Participei como parte do grupo da sociedade civil na última vez em julho, na terceira reunião de Doha, fui um dos participantes da sociedade civil, então nós... eram cinco mulheres e dois homens, e a maioria deles veio de dentro o país e expressámos de forma livre e independente as nossas opiniões sobre o que precisa de ser feito. Os Talibãs entraram, noutra reunião, expressou suas opiniões. A comunidade internacional, cada uma das partes envolvidas, expressou a sua opinião. Portanto, precisamos continuar esta discussão. Precisamos de prosseguir estas deliberações e de tomar medidas práticas para garantir que o Afeganistão não seja esquecido ou isolado, que as necessidades humanitárias da população sejam satisfeitas, que façamos certas coisas que ajudam a economia, mas não ajudam particularmente qualquer lado ou grupo. Mas, ao mesmo tempo, precisamos de nos certificar de que abordamos questões que afectam as pessoas, o que tem de ser centrado nas pessoas. E precisamos de despolitizar certos aspectos do nosso envolvimento, porque quanto mais politização se fizer, maiores serão as probabilidades de reação negativa e maiores serão as probabilidades de, mesmo, em alguns casos, de medidas mais drásticas que poderiam ser implementadas ou impostas à população afegã.
O Omar Samad pensa que há mais inação internacional ou ação negativa internacional em relação ao seu país?
Essa é uma boa pergunta. Não tenho a resposta, é claro, porque não sabemos. Em primeiro lugar, a posição dos dois partidos na política externa em relação às mudanças no Afeganistão fala muito sobre o passado. Tu fizeste isso, eu fiz aquilo. Eu culpo-vos por isso, ou seja, há muito esse tipo de discurso. E então, o outro lado reage. Portanto, há muita retórica sobre o passado. Quase não se pensa no futuro quando se trata do Afeganistão; então o que precisa ser feito, obviamente, é que aqueles que são pensadores sérios e pensadores estratégicos precisam pensar sobre como se envolver nesta parte do mundo ou se voltar a ligar, perceber o que funciona melhor, o que não funciona, e lidar com as realidades no terreno, bem como com as oportunidades e desafios. Portanto, precisamos de lidar com os desafios, sejam eles na forma de restrições talibãs ou nas oportunidades que existem em termos de reconstrução de pontes e construção de confiança e de garantir que haja algum consenso sobre o Afeganistão, para que este não se torne uma ameaça ou um problema ou um estado falhado novamente. Essa discussão ainda não está realmente a ter lugar, espero que aconteça nalgum momento, por isso não posso prever o que os Estados Unidos irão fazer, mas penso que existe uma obrigação por parte da comunidade internacional de garantir que o povo afegão não morre à fome por causa de sanções ou de más políticas dentro ou fora do país. Portanto, precisamos de ter a certeza de que tomamos as decisões corretas e que temos em conta as necessidades humanitárias do povo afegão.

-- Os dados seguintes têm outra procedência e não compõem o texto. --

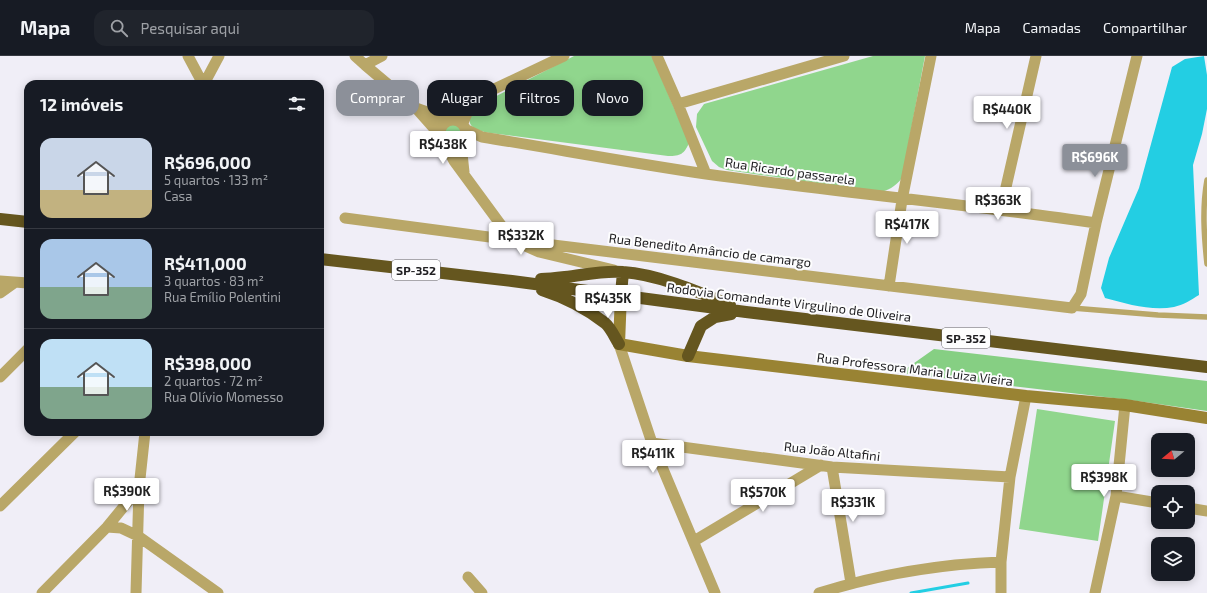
<!DOCTYPE html>
<html lang="pt">
<head>
<meta charset="utf-8">
<style>
  :root { --surface:#171b24; --page:#20242c; --text:#f1f3f6; --muted:#9ea1a6; --line:#363941; --accent:#8c9099 }
  body { margin:0; font-family:"Exo 2",sans-serif; background:var(--page); color:var(--text); height:100vh; display:flex; flex-direction:column; font-size:15px; white-space:nowrap }
  * { box-sizing:border-box; margin:0 }
  p { font-size:13px; color:var(--muted) }
  .icon { flex:none; width:22px; height:22px; fill:none; stroke:currentColor; stroke-width:2; stroke-linecap:round; stroke-linejoin:round }
  .map { position:relative; flex:1; overflow:hidden }
  .drawer { position:absolute; left:24px; top:24px; width:300px; height:356px; display:flex; flex-direction:column; background:var(--surface); border-radius:12px; box-shadow:0 2px 10px #0003 }
  .drawer>* { flex:none }
  .hud { position:absolute; left:336px; top:24px; width:380px; height:36px; display:flex; gap:8px }
  .needle { width:26px; rotate:252deg }
  .fabs { position:absolute; left:1151px; top:377px; display:grid; gap:8px }
  .fabs a { display:grid; place-items:center; width:44px; height:44px; border-radius:8px; background:var(--surface); box-shadow:0 2px 10px #0003; font-size:20px }
  .price { position:absolute; translate:-50% -34px; padding:0 9px; border-radius:4px; background:#fff; color:#222; font-size:13px; line-height:26px; filter:drop-shadow(0 1px 2px #0008) }
  .price::after { content:''; position:absolute; left:50%; top:24px; width:12px; height:9px; margin-left:-6px; background:inherit; clip-path:polygon(0 0,100% 0,50% 100%) }
  .price.current { background:var(--accent); color:#fff }
  ul { padding:0; list-style:none }
  li { display:flex; align-items:center; gap:12px; height:100px; padding:0 16px }
  li+li { border-top:1px solid var(--line) }
  li span { display:grid; place-items:center; flex:none; width:112px; height:80px; border-radius:12px; color:#555 }
  li>.icon { margin-inline-start:auto }
  span .icon { width:48px; height:48px; fill:#fffc; stroke-width:1 }
  li b { font-size:17px }
  h2 { display:flex; justify-content:space-between; align-items:center; height:48px; padding:0 16px; font-size:17px }
  .pill { padding:0 14px; border-radius:12px; background:var(--surface); box-shadow:0 2px 10px #0003; font-size:14px; line-height:36px }
  .pill.current { background:var(--accent); color:#fff }
  header { display:flex; align-items:center; gap:24px; box-sizing:border-box; height:56px; padding:0 20px; background:var(--surface); border-bottom:1px solid var(--line) }
  header strong { font-size:19px }
  nav { display:flex; gap:22px; margin-inline-start:auto; font-size:14px }
  .search { width:280px; height:36px; background:var(--page); display:flex; align-items:center; gap:10px; box-sizing:border-box; padding:0 14px; border-radius:12px; color:var(--muted); font-size:15px }
  .map>svg:first-child { display:block }
</style>
</head>
<body>
<header>
<strong>Mapa</strong>
<div class="search"><svg class="icon" aria-label="search" viewBox="0 0 24 24"><circle cx="10" cy="10" r="6"/><path d="M15 15l6 6"/></svg>Pesquisar aqui</div>
<nav><a>Mapa</a><a>Camadas</a><a>Compartilhar</a></nav>
</header>
<div class="map">
<svg width="1207" height="537" viewBox="0 0 1207 537">
  <rect width="100%" height="100%" fill="#f0eef7"/>
  <path fill="#90d68d" d="M574 0H652L689 87C684 98 681 100 668 100L490 77C470 73 463 68 477 50Z
    M873 0H925L902 122C895 131 888 135 878 136L727 114 719 111 712 105 696 71 697 58 704 48Z
    M444 75a9 9 0 1 1 18 0a9 9 0 1 1-18 0Z
    M1037 353 1115 365 1098 485 1019 473Z"/>
  <path fill="#86cf83" d="M934 293 1207 325V355L1130 344 900 317Z"/>
  <path fill="#23cee3" d="M1204 0 1207 19V53L1202 78 1193 109 1199 239C1191 244 1183 249 1174 251 1151 255 1127 248 1105 242L1101 232 1109 202 1139 132 1172 11 1185 3Z"/>
  <g fill="none" stroke-linecap="round" stroke-linejoin="round">
    <path stroke="#23cee3" stroke-width="3" d="M911 537 968 527"/>
    <path stroke="#b9a768" stroke-width="5.5" d="M1207 124C1202 152 1204 180 1207 208
      M1072 252 1158 259 1207 261"/>
    <path stroke="#b9a768" stroke-width="11" d="M188 0 203 28
      M355 0 365 9 416 52 440 79
      M657 0 678 48 706 118
      M365 9 382 0
      M204 28 219 0
      M678 48 844 0
      M416 52C428 56 435 59 444 67
      M440 77a13 13 0 1 1 26 0a13 13 0 1 1-26 0Z
      M444 67 445 59 448 55 452 52 473 43 564 0
      M463 67 473 43
      M467 74 482 81C556 93 631 107 706 118 836 136 967 148 1096 167
      M444 86 454 105 512 184 539 196 614 214
      M461 88 464 116
      M1001 153 1036 0
      M345 162 512 184 1072 252 1081 238 1096 167 1137 0
      M0 225 28 227
      M889 230 902 144 931 0
      M0 237 14 227
      M619 288 652 387 715 537
      M0 321 28 293
      M652 387 832 411 1010 421
      M832 411 851 527
      M1116 440 1158 447
      M0 450 75 376
      M1188 452 1207 455
      M107 471 121 472 138 480 218 537
      M694 485 821 409
      M468 521 482 537
      M42 537 107 471 139 432
      M136 537 139 432 145 376
      M819 537C877 519 940 508 1001 506
      M1001 537V506L1010 421 1026 340
      M1095 537 1116 440 1125 349"/>
    <path stroke="#998333" stroke-width="12" d="M621 238 619 288 688 300 1026 340 1125 349 1207 362"/>
    <path stroke="#65561f" stroke-width="12" d="M0 163 28 166
      M320 203 512 225 746 256 1207 311
      M541 223C549 223 557 222 565 221 584 219 604 214 623 216 657 218 699 236 730 249
      M542 234C564 241 587 253 605 267 611 272 615 282 619 288
      M621 238 623 216
      M688 300 701 270 715 261 731 258"/>
  </g>
  <g text-anchor="middle" dominant-baseline="central" stroke-width="4" stroke-linejoin="round" paint-order="stroke">
    <g fill="#fdfdfe" stroke="#626163" stroke-width="1">
      <rect x="392" y="204" width="48" height="20" rx="3"/>
      <rect x="942" y="272" width="48" height="20" rx="3"/>
    </g>
    <g font-size="12" font-weight="bold" fill="#1f1e21">
      <text x="416" y="214">SP-352</text>
      <text x="966" y="282">SP-352</text>
    </g>
    <g font-size="13" fill="#1f1e21" stroke="#fdfdfe">
      <text transform="translate(790 115) rotate(8)">Rua Ricardo passarela</text>
      <text transform="translate(710 194) rotate(7)">Rua Benedito Amâncio de camargo</text>
      <text transform="translate(789 246) rotate(7)">Rodovia Comandante Virgulino de Oliveira</text>
      <text transform="translate(915 313) rotate(7)">Rua Professora Maria Luiza Vieira</text>
      <text transform="translate(832 395) rotate(6)">Rua João Altafini</text>
    </g>
  </g>
</svg>
<div class="fabs">
<a><svg class="needle" viewBox="-14 -14 28 28"><path d="M0-13l5 13h-10z" fill="#e53935"/><path d="M0 13l5-13h-10z" fill="#9ea1a6"/></svg></a>
<a><svg class="icon" aria-label="locate" viewBox="0 0 24 24"><circle cx="12" cy="12" r="6"/><path d="M12 2v4M12 18v4M2 12h4M18 12h4"/></svg></a>
<a><svg class="icon" aria-label="layers" viewBox="0 0 24 24"><path d="M12 4l9 5-9 5-9-5zM3 14l9 5 9-5"/></svg></a>
</div>
<b class="price" style="left:1007px;top:74px">R$440K</b>
<b class="price" style="left:443px;top:109px">R$438K</b>
<b class="price current" style="left:1095px;top:122px">R$696K</b>
<b class="price" style="left:998px;top:165px">R$363K</b>
<b class="price" style="left:907px;top:189px">R$417K</b>
<b class="price" style="left:521px;top:200px">R$332K</b>
<b class="price" style="left:608px;top:263px">R$435K</b>
<b class="price" style="left:653px;top:418px">R$411K</b>
<b class="price" style="left:1104px;top:442px">R$398K</b>
<b class="price" style="left:127px;top:456px">R$390K</b>
<b class="price" style="left:763px;top:457px">R$570K</b>
<b class="price" style="left:853px;top:467px">R$331K</b>
<div class="hud">
<a class="pill current">Comprar</a>
<a class="pill">Alugar</a>
<a class="pill">Filtros</a>
<a class="pill">Novo</a>
</div>
<section class="drawer">
<h2>12 imóveis<svg class="icon" aria-label="filters" viewBox="0 0 24 24"><path d="M4 7h16M4 17h16"/><circle cx="9" cy="7" r="2"/><circle cx="15" cy="17" r="2"/></svg></h2>
<ul>
<li><span style="background:linear-gradient(#c9d6e8 65%,#c2b280 0)"><svg class="icon" aria-label="home" viewBox="0 0 24 24"><path d="M3 11l9-7 9 7M6 9v11h12V9"/></svg></span><div><b>R$696,000</b><p>5 quartos · 133 m²</p><p>Casa</p></div></li>
<li><span style="background:linear-gradient(#a9c7e8 60%,#7fa58c 0)"><svg class="icon" aria-label="home" viewBox="0 0 24 24"><path d="M3 11l9-7 9 7M6 9v11h12V9"/></svg></span><div><b>R$411,000</b><p>3 quartos · 83 m²</p><p>Rua Emílio Polentini</p></div></li>
<li><span style="background:linear-gradient(#bfe0f5 60%,#7fa58c 0)"><svg class="icon" aria-label="home" viewBox="0 0 24 24"><path d="M3 11l9-7 9 7M6 9v11h12V9"/></svg></span><div><b>R$398,000</b><p>2 quartos · 72 m²</p><p>Rua Olívio Momesso</p></div></li>
</ul>
</section>
</div>
</body>
</html>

O mundo olha agora para outro lugar, para a Ucrânia, para o Médio Oriente, e não mais para o Afeganistão…
Acho que há menos interesse, menos atenção, e mais… talvez… apatia. Outras prioridades, outras questões, internas e externas. Penso que o Afeganistão esteve numa guerra muito longa que poderia e deveria ter terminado muito antes de 2021 e de uma forma melhor. É claro que perdemos muitas oportunidades. Há muitas lições a retirar dos 20 anos de presença ocidental no Afeganistão, tanto para os afegãos, para a região como para outros países. Portanto, espero que utilizemos o caso do Afeganistão de forma construtiva e que aprendamos e não repitamos os erros do passado e isso aplica-se também ao povo afegão, aos líderes afegãos e àqueles que afirmam representar, digamos, as comunidades na Diáspora. Temos de ser mais responsáveis relativamente ao futuro do país e não sermos apanhados pelo barulho e pelo emocionalismo que, por vezes, não ajuda as pessoas que estão no terreno.
O grupo Estado Islâmico (EI) assumiu a responsabilidade pelo ataque suicida há umas semanas em frente ao Ministério Público em Cabul… portanto, os talibãs não cumpriram a sua principal promessa. Fornecer segurança…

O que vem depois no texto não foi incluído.